Dataset excerpts:
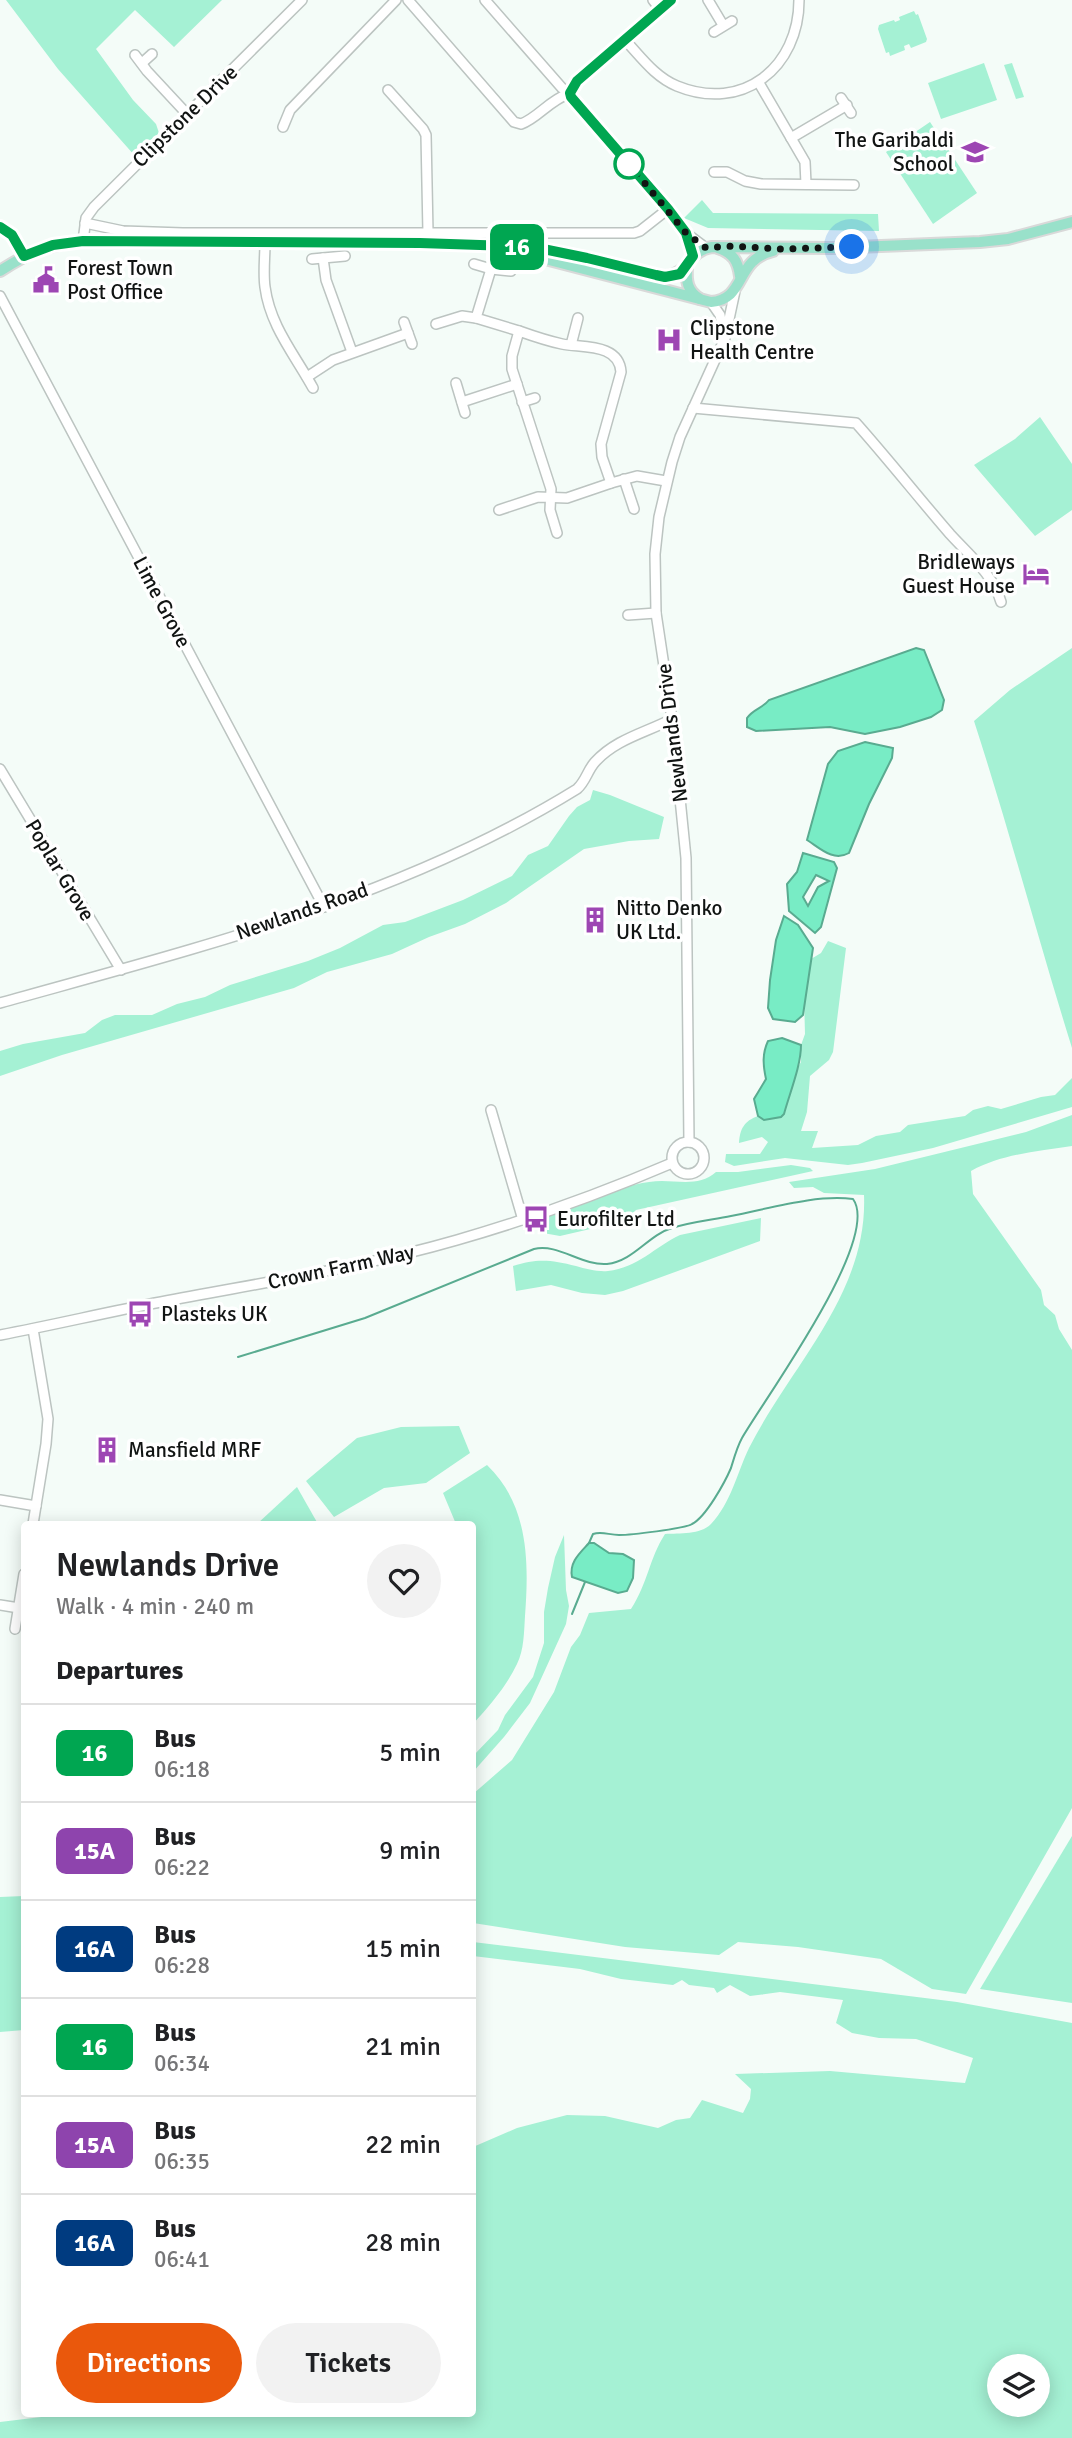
<!DOCTYPE html>
<meta charset="utf-8">
<style>
body{margin:0;font-family:Signika,sans-serif;background:#f2f2f2;color:#202124;height:100vh;display:flex;flex-direction:column;font-size:26px;white-space:nowrap}
*{box-sizing:border-box;margin:0}
p{font-size:23px;color:#757577}
.icon{flex:none;width:38px;height:38px;fill:none;stroke:currentColor;stroke-width:2;stroke-linecap:round;stroke-linejoin:round}
.map{position:relative;flex:1;overflow:hidden}
.side{position:absolute;left:21px;top:1521px;width:455px;height:896px;display:flex;flex-direction:column;background:#fff;border-radius:7px;box-shadow:0 4px 18px #0003}
.side>*{flex:none}
.badge{padding:0 14px;border-radius:10px;font-size:24px;line-height:46px}
.controls{position:absolute;left:987px;top:2354px;display:grid;gap:14px}
.controls a{display:grid;place-items:center;width:63px;height:63px;border-radius:50%;background:#fff;box-shadow:0 4px 18px #0003;font-size:35px}
.you{position:absolute;width:35px;height:35px;margin:-18px;border:5px solid #fff;border-radius:50%;background:#1a73e8;box-shadow:0 0 0 10px #1a73e833}
.map>.badge{position:absolute;translate:-50% -50%;box-shadow:0 0 0 4px #fff}
h2{padding:0 35px;font-size:26px;line-height:63px}
.round{display:grid;place-items:center;flex:none;width:74px;height:74px;border-radius:37px;background:#f2f2f2}
.summary{display:flex;align-items:center;justify-content:space-between;height:119px;padding:0 35px}
h1{font-size:33px;font-weight:600;line-height:52px}
.cta{display:flex;gap:14px;margin-top:auto;padding:14px 35px}
.cta a{flex:1;height:80px;border-radius:42px;background:#ea580c;color:#fff;font-size:28px;font-weight:600;line-height:80px;text-align:center}
.cta a+a{background:#f2f2f2;color:#202124}
ul{padding:0;list-style:none}
li{display:flex;align-items:center;gap:21px;height:98px;padding:0 35px;border-top:2px solid #e0e0e0}
li div{flex:1}
li b{display:block;font-size:26px}
li em{font-style:normal}
li .badge{min-width:77px;font-weight:700;text-align:center}
.map>svg:first-child{display:block}
.green{fill:#a5f1d4;fill-rule:evenodd}
.water{fill:#78ecc5;stroke:#59ab90;stroke-width:2;fill-rule:evenodd}
.lines{fill:none;stroke-linecap:round;stroke-linejoin:round}
.stream{stroke:#59ab90;stroke-width:2}
.minor-casing{stroke:#bcc4c1;stroke-width:12}
.major-casing{stroke:#d9d9d9;stroke-width:14}
.minor{stroke:#fff;stroke-width:9}
.major{stroke:#99e1ca;stroke-width:10}
.line-casing{stroke:#fff;stroke-width:16}
.line{stroke:#00a651;stroke-width:10}
.walk{stroke:#111413;stroke-width:7;stroke-dasharray:0 12.6}
.stop-dot{fill:#fff;stroke:#00a651;stroke-width:3.5}
.labels{text-anchor:middle;dominant-baseline:central;stroke-width:7;stroke-linejoin:round;paint-order:stroke}
.street-label{font-size:21px;fill:#111413;stroke:#fff}
.poi-label{font-size:21px;fill:#111413;stroke:#fff;text-anchor:start}
</style>
<div class="map">
<svg width="1072" height="2438" viewBox="0 0 1072 2438">
<rect width="100%" height="100%" fill="#f4fcf8"/>
<!-- green -->
<g class="green">
<polygon points="6,0 222,0 174,47 135,10 96,49 133,100 156,124 159,133 135,156 58,69"/>
<polygon points="914,11 916,15 918,14 927,39 926,42 911,48 909,44 904,46 905,50 890,56 889,52 886,53 878,29 879,25 894,20 895,22 900,20 899,17"/>
<polygon points="984,63 997,100 941,119 928,83"/>
<polygon points="1012,63 1024,97 1016,99 1004,65"/>
<polygon points="930,122 977,193 933,224 886,152"/>
<polygon points="702,200 713,213 878,214 879,231 708,228 684,218"/>
<polygon points="1040,417 1072,464 1072,510 1035,536 974,465 1015,439"/>
<path d="M 1072,648 L 1072,1048 C 1038,939 1009,829 974,721 L 1010,690 Z"/>
<polygon points="593,790 610,795 664,817 659,839 629,841 584,849 506,903 465,924 429,937 392,954 327,972 294,988 62,1055 0,1076 0,1051 23,1044 85,1033 102,1020 115,1015 152,1015 177,1004 205,997 230,985 308,961 340,948 383,925 405,922 463,900 512,876 528,855 548,846 569,816 577,807 590,800"/>
<path d="M 828,941 L 846,948 L 833,1052 L 829,1060 L 810,1076 L 807,1112 L 801,1131 L 818,1131 L 812,1148 L 858,1145 L 876,1136 L 900,1132 L 908,1125 L 965,1116 L 973,1110 L 988,1106 L 1001,1109 L 1041,1097 L 1055,1095 L 1072,1078 L 1072,1107 L 933,1148 L 862,1163 L 848,1165 L 785,1158 L 734,1166 L 725,1162 L 726,1154 L 760,1154 L 768,1142 L 762,1137 L 739,1143 C 740,1129 744,1121 758,1116 L 764,1120 L 784,1113 L 795,1073 L 801,1062 L 801,1045 L 805,1034 L 804,997 L 811,959 L 821,953 Z"/>
<path d="M 1072,1115 L 1072,1146 C 1039,1151 1001,1154 971,1171 L 973,1194 L 1041,1290 L 1044,1305 L 1055,1315 L 1059,1329 L 1072,1350 L 1072,1808 L 966,1994 L 932,1989 L 881,1959 L 798,1947 L 738,1942 L 719,1955 L 625,1947 L 473,1923 L 473,1794 L 512,1760 L 554,1692 L 571,1647 L 580,1635 L 589,1613 L 631,1609 C 648,1583 649,1559 665,1534 C 680,1533 700,1535 711,1524 C 731,1503 737,1473 749,1448 C 791,1365 868,1294 864,1195 L 824,1193 L 813,1187 L 794,1188 L 789,1182 L 875,1169 L 1026,1132 Z"/>
<path d="M 791,1165 L 810,1168 L 813,1171 L 636,1210 L 625,1221 L 560,1236 L 543,1233 L 542,1222 L 546,1217 C 580,1206 613,1187 649,1182 C 673,1178 697,1189 716,1172 L 738,1172 Z"/>
<path d="M 761,1218 L 760,1241 L 623,1291 L 605,1295 L 582,1293 L 551,1285 L 516,1291 L 513,1266 C 537,1258 552,1260 576,1266 C 586,1269 598,1272 608,1271 C 637,1268 655,1247 680,1235 Z"/>
<polygon points="459,1426 470,1453 426,1483 384,1488 334,1517 306,1481 357,1438 401,1427"/>
<path d="M 487,1465 C 529,1505 529,1563 525,1616 C 524,1632 524,1650 517,1664 C 506,1687 490,1705 473,1724 L 472,1524 L 456,1524 L 443,1493 Z"/>
<polygon points="297,1487 318,1524 257,1524"/>
<polygon points="564,1535 566,1590 569,1606 566,1624 530,1703 504,1737 473,1772 473,1756 498,1730 505,1715 533,1677 544,1643 544,1612 548,1588 555,1557"/>
<polygon points="1072,1836 1072,2003 980,1989"/>
<polygon points="24,1896 24,2030 0,2032 0,1897"/>
<path d="M 473,1942 L 957,2002 L 1072,2023 L 1072,2438 L 0,2438 L 0,2422 L 74,2413 L 472,2413 L 473,2147 L 517,2128 L 567,2115 L 605,2116 L 658,2128 L 676,2120 L 690,2118 L 702,2100 L 743,2113 L 750,2099 L 751,2089 L 735,2074 L 830,2071 L 965,2083 L 973,2058 L 916,2039 L 879,2038 L 852,2033 L 836,2023 L 843,2000 L 780,1992 L 750,1996 L 730,1985 L 717,1993 L 714,1988 L 689,1985 L 682,1980 L 673,1985 L 621,1979 L 580,1969 L 473,1956 ZM 999,2366 L 1038,2366 L 1038,2404 L 999,2404 Z"/>
</g>
<!-- water -->
<g class="water">
<path d="M 916,648 L 924,650 L 944,700 L 942,710 L 931,717 L 900,727 L 865,734 L 830,727 L 756,731 L 747,727 L 747,718 C 753,709 763,708 769,700 Z"/>
<path d="M 865,742 L 893,748 L 892,758 L 869,804 L 849,853 C 833,862 820,848 807,840 L 828,764 L 838,751 Z"/>
<path d="M 803,853 L 834,862 L 837,868 L 821,927 L 815,933 L 789,911 L 787,884 L 797,872 ZM 816,875 L 829,881 L 818,887 L 808,906 L 803,897 Z"/>
<polygon points="784,916 798,925 813,948 803,1015 795,1022 773,1019 768,1008 770,980 776,940"/>
<path d="M 782,1038 L 801,1045 C 801,1066 790,1092 784,1114 L 781,1117 L 764,1120 L 758,1116 L 754,1099 L 766,1079 C 763,1065 762,1054 768,1041 Z"/>
<path d="M 589,1543 L 594,1543 L 609,1553 L 623,1554 L 634,1560 L 633,1578 L 627,1591 L 618,1593 L 572,1577 C 569,1562 580,1553 589,1543 Z"/>
</g>
<g class="lines">
<!-- stream -->
<g class="stream">
<path d="M 238,1357 L 365,1318 L 534,1249 C 558,1243 582,1266 607,1264 C 634,1261 648,1235 672,1228 C 690,1222 711,1220 731,1216 C 768,1209 816,1194 853,1199 C 882,1239 765,1398 742,1438 C 737,1447 734,1458 731,1468 C 725,1482 706,1517 692,1524 C 684,1529 630,1535 619,1535 C 609,1535 602,1531 593,1534 L 589,1543"/>
<polyline points="572,1614 585,1582"/>
</g>
<!-- minor casing -->
<g class="minor-casing">
<g id="minor">
<path d="M 408,0 L 514,122 L 521,124 C 538,118 548,101 570,93"/>
<polyline points="485,0 562,88 570,93 571,97 668,209 686,233 706,248"/>
<polyline points="653,0 660,9"/>
<polyline points="708,0 723,25"/>
<polyline points="714,32 732,21"/>
<path d="M 625,40 C 641,57 655,77 677,86 C 743,113 799,67 799,0"/>
<polyline points="135,55 147,71 187,114"/>
<polyline points="142,63 152,54"/>
<polyline points="759,83 805,162 806,184"/>
<polyline points="388,90 423,129 426,135 428,233"/>
<polyline points="570,93 577,81 671,0"/>
<polyline points="841,98 851,113"/>
<polyline points="283,127 290,110 396,0"/>
<polyline points="791,138 847,105"/>
<polyline points="714,172 727,172 745,181 761,184 854,185"/>
<polyline points="85,223 123,231 183,233 634,233 640,231 668,209"/>
<polyline points="0,227 11,235 24,256"/>
<polyline points="686,233 693,256"/>
<polyline points="83,241 86,218 94,207 302,0"/>
<path d="M 265,243 C 265,257 263,273 265,287 C 270,326 295,355 313,388"/>
<polyline points="323,258 326,280 352,352"/>
<polyline points="312,259 345,256"/>
<polyline points="474,264 491,269 511,271"/>
<polyline points="491,269 476,318 519,331"/>
<polyline points="0,296 324,907"/>
<polyline points="711,302 720,315 724,336"/>
<polyline points="404,322 412,344"/>
<polyline points="436,324 462,316 476,318"/>
<polyline points="571,345 578,318"/>
<polyline points="307,377 333,360 408,333"/>
<polyline points="456,383 465,413"/>
<polyline points="462,402 517,384"/>
<polyline points="522,402 535,398"/>
<path d="M 693,408 L 856,423 C 888,459 918,497 950,534 C 969,555 993,574 1001,602"/>
<polyline points="624,479 634,509"/>
<polyline points="499,510 538,497 567,498 611,483"/>
<path d="M 557,533 L 550,510 L 551,489 L 512,369 L 512,356 L 519,331 C 533,336 548,341 562,344 C 582,348 619,343 621,372 L 601,444 L 602,457 L 611,483 L 637,476 L 666,481"/>
<polyline points="628,615 656,613"/>
<polyline points="0,769 121,970"/>
<path d="M 0,1003 C 197,948 401,898 577,789 C 586,781 587,771 595,762 C 616,739 645,733 672,719"/>
<polyline points="491,1110 523,1220"/>
<circle cx="688" cy="1158" r="16"/>
<polyline points="689,1142 686,858 672,719 656,613 655,554 659,517 672,462 680,437 725,338 735,291"/>
<polyline points="33,1329 48,1419 46,1444 33,1524"/>
<path d="M 0,1335 C 54,1325 107,1312 161,1302 C 260,1283 360,1268 457,1240 C 530,1219 602,1193 672,1163"/>
<polyline points="0,1500 36,1506"/>
<polyline points="0,1605 19,1608"/>
<polyline points="15,1629 24,1574"/>
</g>
</g>
<!-- major casing -->
<g class="major-casing">
<g id="major">
<path d="M 718,248 C 733,253 738,261 740,276"/>
<path d="M 522,253 L 711,302 C 747,299 734,260 773,251"/>
<path d="M 687,267 C 686,281 687,291 700,299"/>
<path d="M 0,271 C 33,250 44,246 83,241 L 420,243 L 510,246 L 543,249 L 665,277 C 692,272 687,251 712,247 L 832,248 L 980,242 L 1008,239 L 1072,222"/>
</g>
</g>
<!-- minor -->
<use href="#minor" class="minor"/>
<!-- major -->
<use href="#major" class="major"/>
</g>
<g class="lines">
<!-- line casing -->
<g class="line-casing">
<polyline id="line" points="0,227 12,235 24,256 53,245 83,241 420,243 510,246 543,249 587,258 656,275 665,277 680,274 693,256 686,233 668,209 571,97 570,93 577,81 671,0"/>
</g>
<!-- line -->
<use href="#line" class="line"/>
<!-- walk -->
<polyline class="walk" points="629,164 686,233 706,248 732,246 781,249 852,247"/>
</g>
<!-- icons -->
<defs>
<g id="school-bare" transform="scale(2.1)"><path d="M0-5L7-2L0 1L-7-2ZM-4 1L0 2.5L4 1V4Q0 6-4 4Z" fill="#9d46b3" stroke="#fff" stroke-width="2.5" paint-order="stroke"/></g>
<g id="civic-bare" transform="scale(2.1)"><path d="M-.6-6.5H3V-4.5H.6V-3L4-1V1h2V6H-6V1h2V-1L-.6-3ZM-1.2 2.5V6h2.4V2.5Z" fill="#9d46b3" stroke="#fff" stroke-width="2.5" paint-order="stroke"/></g>
<g id="hospital-bare" transform="scale(2.1)"><path d="M-5-5h3v3.5h4V-5h3V5h-3V1.5h-4V5h-3Z" fill="#9d46b3" stroke="#fff" stroke-width="2.5" paint-order="stroke"/></g>
<g id="hotel-bare" transform="scale(2.1)"><path d="M-6-4.5h1.5V1H6V5H4.5V3h-9V5H-6ZM-4 0a1.8 1.8 0 1 1 3.6 0ZM.5 0V-2.5h3Q6-2.5 6 0Z" fill="#9d46b3" stroke="#fff" stroke-width="2.5" paint-order="stroke"/></g>
<g id="building-bare" transform="scale(2.1)"><path d="M-4-6H4V6H1V3H-1V6H-4ZM-2.5-4.3h1.7v1.8h-1.7ZM.8-4.3h1.7v1.8H.8ZM-2.5-1h1.7V.8h-1.7ZM.8-1h1.7V.8H.8Z" fill="#9d46b3" stroke="#fff" stroke-width="2.5" paint-order="stroke"/></g>
<g id="bus-bare" transform="scale(2.1)"><path d="M-5-6H5V4H4V6H2V4H-2V6H-4V4H-5ZM-3.5-4V0h7V-4ZM-3.5 1.2v1.5H-2V1.2ZM2 1.2v1.5H3.5V1.2Z" fill="#9d46b3" stroke="#fff" stroke-width="2.5" paint-order="stroke"/></g>
</defs>
<g fill-rule="evenodd">
<use href="#school-bare" x="975" y="152"/>
<use href="#civic-bare" x="46" y="280"/>
<use href="#hospital-bare" x="669" y="340"/>
<use href="#hotel-bare" x="1036" y="574"/>
<use href="#building-bare" x="595" y="920"/>
<use href="#bus-bare" x="536" y="1219"/>
<use href="#bus-bare" x="140" y="1314"/>
<use href="#building-bare" x="107" y="1450"/>
</g>
<!-- markers -->
<circle class="stop-dot" cx="629" cy="164" r="14"/>
<g class="labels">
<!-- street labels -->
<g class="street-label">
<text transform="translate(185 116) rotate(-44)">Clipstone Drive</text>
<text transform="translate(162 602) rotate(62)">Lime Grove</text>
<text transform="translate(672 733) rotate(-97)">Newlands Drive</text>
<text transform="translate(60 870) rotate(59)">Poplar Grove</text>
<text transform="translate(302 911) rotate(-19)">Newlands Road</text>
<text transform="translate(341 1267) rotate(-12)">Crown Farm Way</text>
</g>
<!-- poi labels -->
<g class="poi-label">
<text x="954" y="140" text-anchor="end">The Garibaldi<tspan x="954" dy="24">School</tspan></text>
<text x="67" y="268">Forest Town<tspan x="67" dy="24">Post Office</tspan></text>
<text x="690" y="328">Clipstone<tspan x="690" dy="24">Health Centre</tspan></text>
<text x="1015" y="562" text-anchor="end">Bridleways<tspan x="1015" dy="24">Guest House</tspan></text>
<text x="616" y="908">Nitto Denko<tspan x="616" dy="24">UK Ltd.</tspan></text>
<text x="557" y="1219">Eurofilter Ltd</text>
<text x="161" y="1314">Plasteks UK</text>
<text x="128" y="1450">Mansfield MRF</text>
</g>
</g>
</svg>
<div class="controls">
<a><svg class="icon" aria-label="layers" viewBox="0 0 24 24"><path d="M12 4l9 5-9 5-9-5zM3 14l9 5 9-5"/></svg></a>
</div>
<div class="you" style="left:852px;top:247px"></div>
<b class="badge" style="left:517px;top:247px;background:#00a651;color:#fff">16</b>
<section class="side">
<div class="summary"><div><h1>Newlands Drive</h1><p>Walk · 4 min · 240 m</p></div><a class="round"><svg class="icon" aria-label="heart" viewBox="0 0 24 24"><path d="M12 20l-8-8c-3-5 5-10 8-4 3-6 11-1 8 4z"/></svg></a></div>
<h2>Departures</h2>
<ul>
<li><span class="badge" style="background:#00a651;color:#fff">16</span><div><b>Bus</b><p>06:18</p></div><em>5 min</em></li>
<li><span class="badge" style="background:#8e44ad;color:#fff">15A</span><div><b>Bus</b><p>06:22</p></div><em>9 min</em></li>
<li><span class="badge" style="background:#003b80;color:#fff">16A</span><div><b>Bus</b><p>06:28</p></div><em>15 min</em></li>
<li><span class="badge" style="background:#00a651;color:#fff">16</span><div><b>Bus</b><p>06:34</p></div><em>21 min</em></li>
<li><span class="badge" style="background:#8e44ad;color:#fff">15A</span><div><b>Bus</b><p>06:35</p></div><em>22 min</em></li>
<li><span class="badge" style="background:#003b80;color:#fff">16A</span><div><b>Bus</b><p>06:41</p></div><em>28 min</em></li>
</ul>
<div class="cta"><a>Directions</a><a>Tickets</a></div>
</section>
</div>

| REQUIREMENT |
Look through the data and gather every line with the string "Drive" in it.

| REPLY TO THE TASK |
<text transform="translate(185 116) rotate(-44)">Clipstone Drive</text>
<text transform="translate(672 733) rotate(-97)">Newlands Drive</text>
<div class="summary"><div><h1>Newlands Drive</h1><p>Walk · 4 min · 240 m</p></div><a class="round"><svg class="icon" aria-label="heart" viewBox="0 0 24 24"><path d="M12 20l-8-8c-3-5 5-10 8-4 3-6 11-1 8 4z"/></svg></a></div>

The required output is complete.